The following is an excerpt from the book Back Like I Never Left, available here.

My first year being a single parent kind of sucked. I left my son’s dad and stopped breastfeeding, but I still wasn’t free. I would rush to work, hate work, then hurry home to my kid. I felt trapped in my own apartment each night.

It didn’t help that the first few guys I talked to also sucked. They each reminded me why I tried so hard to stick with my son’s dad. If they weren’t broke they were ugly, if they weren’t ugly they were lame. There was an ex who had nothing to offer emotionally, a local weedman who was too short for me, drunk men at a club on New Years breathing all in my ear.

Another was a married mechanic, considering a second wife (his wife knew about it). His intentions were clear—he liked me (how I looked and that I was in academia mostly), but he also didn’t believe in leaving a woman who gave up her prime years to him.

Fine. I wasn’t really crazy about the whole thing, but I was bored enough to spend some of his money at least. But before we even got a chance to go out or do anything, he just had to say something dumb. He told me while we stood in the poorly ventilated waiting room of the car place that a bonus for dealing with him would be that he loves kids.

I was like, “okay?”

“Well,” he assured me, “a lot of guys out here aren’t going to be into that, you know a woman with a kid.”

And since he hated that I cursed, I told him, “men don’t give a fuck if I have a kid or not.”

Like nobody is going to fool me into thinking they’re special for being okay with kids. Come on. I’ve met enough men in my life to know that they do not care about that. They’ll take whatever they can get, and I didn’t need to have a kid to know that. I’m not trying to play house anyway.

Meeting men used to be so different. It wasn’t the sludgy, mostly solo mission it is now. It was something I did with my friends. Throughout the week, we’d be meeting or maintaining guys. Then we’d come together on the weekends and be like, “ok, what you got?” We’d all dig into our texts and compare and contrast before going with the best option. Does that sound fucked up? It didn’t feel fucked up at the time.

It wasn’t like we were bums. We had jobs. We were in school. We could go to a bar or restaurant or trip alone (and meet more guys). We were just looking for fun. And if the guys we chilled with were cool, then we’d keep chilling with them here and there to see where it went. It used to seem worth the night to chill with people we didn’t really know because they might turn out to do cool stuff.

Needless to say, a lot of times they were not cool. We’d gotten stranded out of state, in screaming fights, pulled over by the police. Guys turning out to be ugly, guys who were disappointed that we weren’t identical twins. A bunch of stupid shit.

Being thrown back in that exact same dating pool now has made me remember all too clearly the bullshit that comes with meeting new guys. Men just ain’t shit, as a group. They think their little mishap is just that—a mishap. But they don’t realize that they’re ALL doing that shit at the same time, back to back.

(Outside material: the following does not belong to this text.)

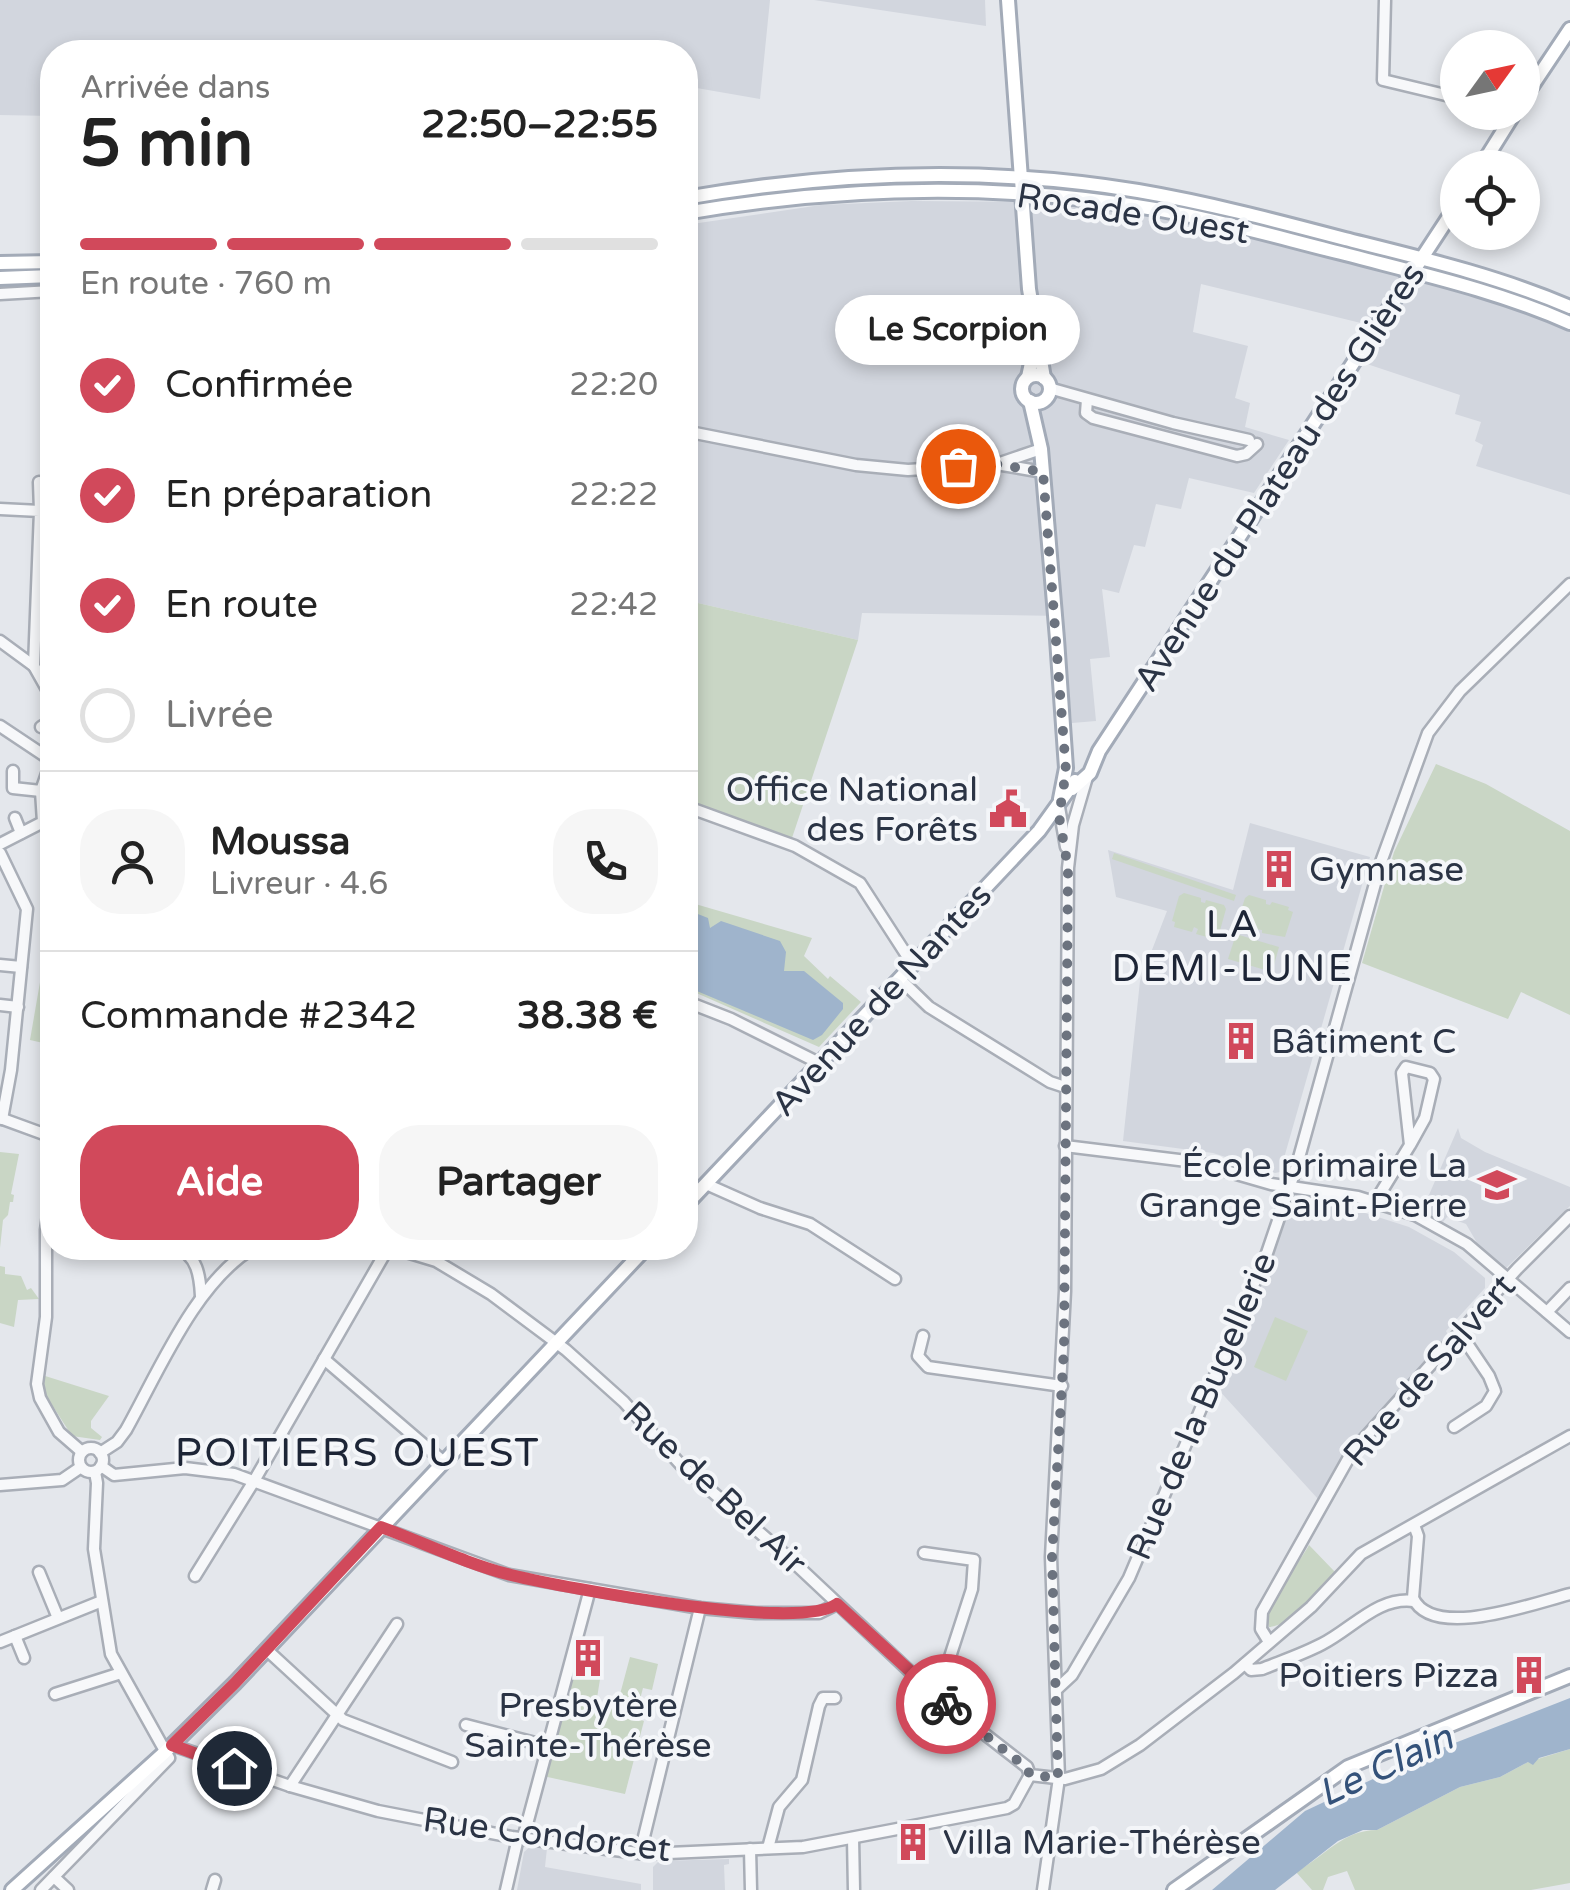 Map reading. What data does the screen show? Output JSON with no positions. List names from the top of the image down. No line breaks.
{"streets":{"main road":["Rocade Ouest","Avenue du Plateau des Glières","Avenue de Nantes"],"street":["Rue de Salvert","Rue de la Bugellerie","Rue de Bel Air","Rue Condorcet"]},"crossings":[["Rocade Ouest","Avenue du Plateau des Glières"],["Avenue du Plateau des Glières","Avenue de Nantes"],["Rue de Bel Air","Rue Condorcet"]],"districts":["LA DEMI-LUNE","POITIERS OUEST"],"water":["Le Clain"],"places":{"other":["Le Scorpion"],"public building":["Office National des Forêts"],"building":["Gymnase","Bâtiment C","Presbytère Sainte-Thérèse","Poitiers Pizza","Villa Marie-Thérèse"],"school or university":["École primaire La Grange Saint-Pierre"]},"north":"top right","page":{"heading":["5 min","Arrivée dans","22:50–22:55"],"panel":["Moussa","Livreur · 4.6","Commande #2342","38.38 €"],"bar":"En route · 760 m","bubble":"Le Scorpion","list":[["Confirmée","22:20"],["En préparation","22:22"],["En route","22:42"],"Livrée"],"buttons":["Aide","Partager"]}}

Now that I’m older or now I have a kid at home (take your pick), I lose interest fast. I’m also just not as available, and maybe it’s better that way. Now it’s like, don’t try to be spontaneous when we just met. You need to have a plan, and you also need to be a man that I specifically feel like seeing. I’m not rushing my kid around to see you day-of, and I’m not sending him off somewhere if you only have a two-star plan. There’s no way I’m wasting a babysitter for anything even potentially mediocre.